The reputation of a business is dependent on a number of things: pricing, customer service, product, media mentions—the list goes on. But perhaps the most important factor that affects brand reputation is what other people have to say about it. Dollars and cents may determine how successful a business is, but when it comes to reputation, reviews are the currency of customers.
The importance of reviews has only grown in the digital age, because many users consult the existing reviews of businesses and brands before ever making a purchase. In fact, consumers can form an opinion after reading just one or two.
As such, it's imperative for business owners to pay attention to the testimonials that exist about their brand, while trying to generate positive reviews moving forward. And while that may sound like a daunting task, there are actually a handful of ways to help streamline the reputation management process through reviews. Here are a few tips to help you get started.
1. Ask for reviews.
Following up with customers and asking for reviews is a practice that you should consider building into your customer service model. Never be afraid to ask for reviews, because most consumers are not only used to it, but are expecting it and are willing to give their feedback.
Consider following up with your customers by sending an email that prompts a review. Something like, “We value your input and would love to hear your feedback! Please tell us how we did and rate your experience." Provide a link—and all they'll have to do is click and write.
2. Check reviews regularly.
By regularly, I mean all the time. Think of customer reviews as free performance indicators. You can see how well your business is or is not doing in the eyes of consumers, while also discovering key insights as to where your business can improve.
You definitely want customers to actively post feedback about their experience so other consumers can see what you have to offer. Your job in that process is to also remain active and engaged in what people are saying about your business.
3. Respond to reviews.
Whether it's a good review, a bad review or a downright ugly review, my advice is that you must, must, must respond. Not responding makes it look like you don't care, which can turn a lot of customers off.
A quick reply that expresses thanks for the review and a commitment to providing a positive customer experience should do the trick—and takes little effort.
4. Use negative reviews to showcase professionalism.
Even the worst reviews can be used to your advantage. Every business will have its share of disgruntled customers, but that doesn't mean you can't rectify the situation while demonstrating your problem-solving skills.
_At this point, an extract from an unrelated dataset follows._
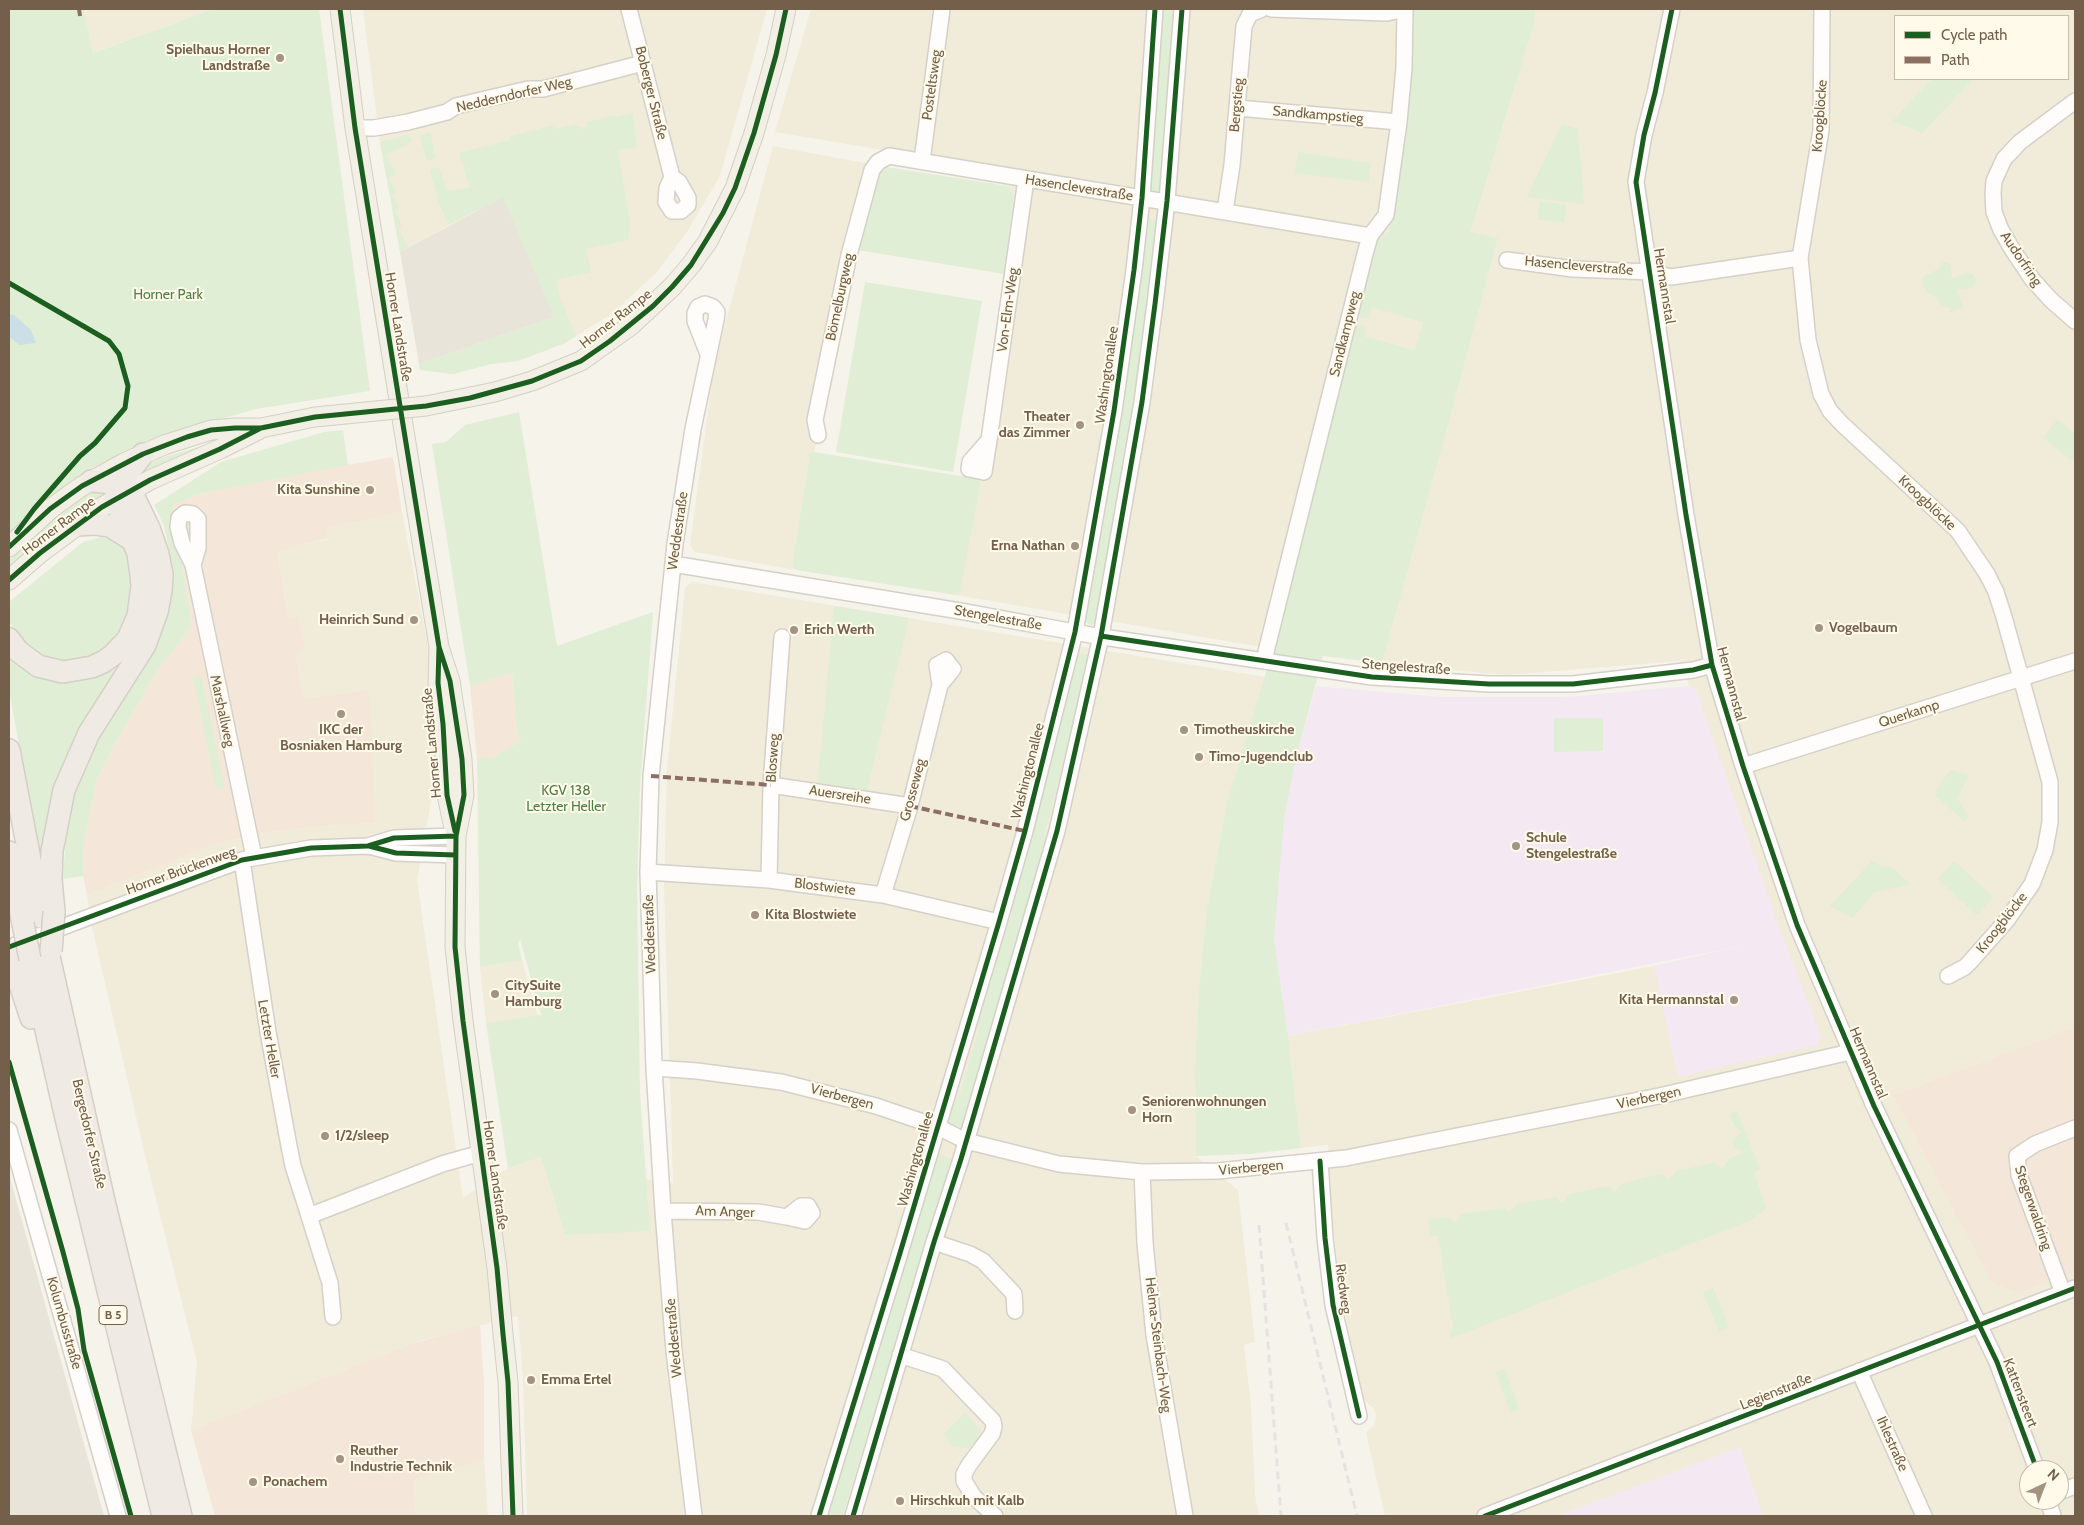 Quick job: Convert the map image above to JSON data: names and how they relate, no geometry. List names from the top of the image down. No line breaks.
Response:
{"streets":{"highway":["Bergedorfer Straße","B 5"],"main road":["Horner Rampe","Horner Landstraße"],"street":["Posteltsweg","Boberger Straße","Nedderndorfer Weg","Bergstieg","Sandkampstieg","Kroogblöcke","Hasencleverstraße","Audorfring","Hermannstal","Bömelburgweg","Von-Elm-Weg","Sandkampweg","Washingtonallee","Weddestraße","Stengelestraße","Marshallweg","Querkamp","Blosweg","Grosseweg","Auersreihe","Horner Brückenweg","Blostwiete","Letzter Heller","Vierbergen","Stegerwaldring","Am Anger","Riedweg","Kolumbusstraße","Helma-Steinbach-Weg","Legienstraße","Kattensteert","Ihlestraße"]},"crossings":[["Posteltsweg","Hasencleverstraße"],["Boberger Straße","Nedderndorfer Weg"],["Nedderndorfer Weg","Horner Landstraße"],["Bergstieg","Sandkampstieg"],["Bergstieg","Hasencleverstraße"],["Sandkampstieg","Sandkampweg"],["Kroogblöcke","Hasencleverstraße"],["Kroogblöcke","Querkamp"],["Hasencleverstraße","Hermannstal"],["Hasencleverstraße","Bömelburgweg"],["Hasencleverstraße","Von-Elm-Weg"],["Hasencleverstraße","Sandkampweg"],["Hasencleverstraße","Washingtonallee"],["Hermannstal","Stengelestraße"],["Hermannstal","Querkamp"],["Hermannstal","Vierbergen"],["Hermannstal","Legienstraße"],["Hermannstal","Kattensteert"],["Horner Landstraße","Horner Brückenweg"],["Sandkampweg","Stengelestraße"],["Washingtonallee","Stengelestraße"],["Washingtonallee","Blostwiete"],["Washingtonallee","Vierbergen"],["Weddestraße","Stengelestraße"],["Weddestraße","Blostwiete"],["Weddestraße","Vierbergen"],["Weddestraße","Am Anger"],["Marshallweg","Horner Brückenweg"],["Marshallweg","Letzter Heller"],["Blosweg","Auersreihe"],["Blosweg","Blostwiete"],["Grosseweg","Auersreihe"],["Grosseweg","Blostwiete"],["Horner Brückenweg","Letzter Heller"],["Horner Brückenweg","Bergedorfer Straße"],["Horner Brückenweg","B 5"],["Vierbergen","Riedweg"],["Vierbergen","Helma-Steinbach-Weg"],["Bergedorfer Straße","B 5"],["Stegerwaldring","Legienstraße"],["Legienstraße","Kattensteert"],["Legienstraße","Ihlestraße"]],"parks":["Horner Park","KGV 138 Letzter Heller"],"places":["Spielhaus Horner Landstraße","Theater das Zimmer","Kita Sunshine","Erna Nathan","Heinrich Sund","Vogelbaum","Erich Werth","IKC der Bosniaken Hamburg","Timotheuskirche","Timo-Jugendclub","Schule Stengelestraße","Kita Blostwiete","CitySuite Hamburg","Kita Hermannstal","Seniorenwohnungen Horn","1/2/sleep","Emma Ertel","Reuther Industrie Technik","Ponachem","Hirschkuh mit Kalb"],"legend":["Cycle path","Path"],"north":"top right"}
To handle a bad review, start by apologizing and responding respectfully. From there, try and diffuse the situation by removing the interaction from whatever platform it's off.
Example: “Hi [customer name], we're so sorry about your bad experience. If you're open to it, we'd love for you to directly contact us at [company email address] so we can get more feedback and make it up to you."
Responding in this manner will show that you prioritize customer service.
5. Monitor your mentions.
People might be saying things about your brand without directly leaving a review, but the opinions expressed by a mere mention of your business can still have an impact on brand reputation.
There are tools that allow you to track mentions of your brand name across the major social platforms. Tracking what people say about your brand can help tie up the loose ends of your reputation.
6. Get on relevant review sites.
Other than Yelp and other popular review sites, there are many industry-specific sites that people look at. Users might check specific business categories, such as resort or hotel reviews, and conduct their research there.
Do a little digging and find out which review platforms are most relevant to your industry—and see where users look for feedback to make their decisions.
7. Use reviews to make improvements.
The most important factor I can relay here is to use the reviews you have to improve your business. One of the worst things you can do is ask for feedback from your customers, pretend to care about their opinion—and then not actually use it.
Instead, use these reviews to analyze your business. What's working? What isn't? Is there a common complaint customers have? Is your customer service lacking? Often times, the most important questions of your business performance can be answered through customer reviews.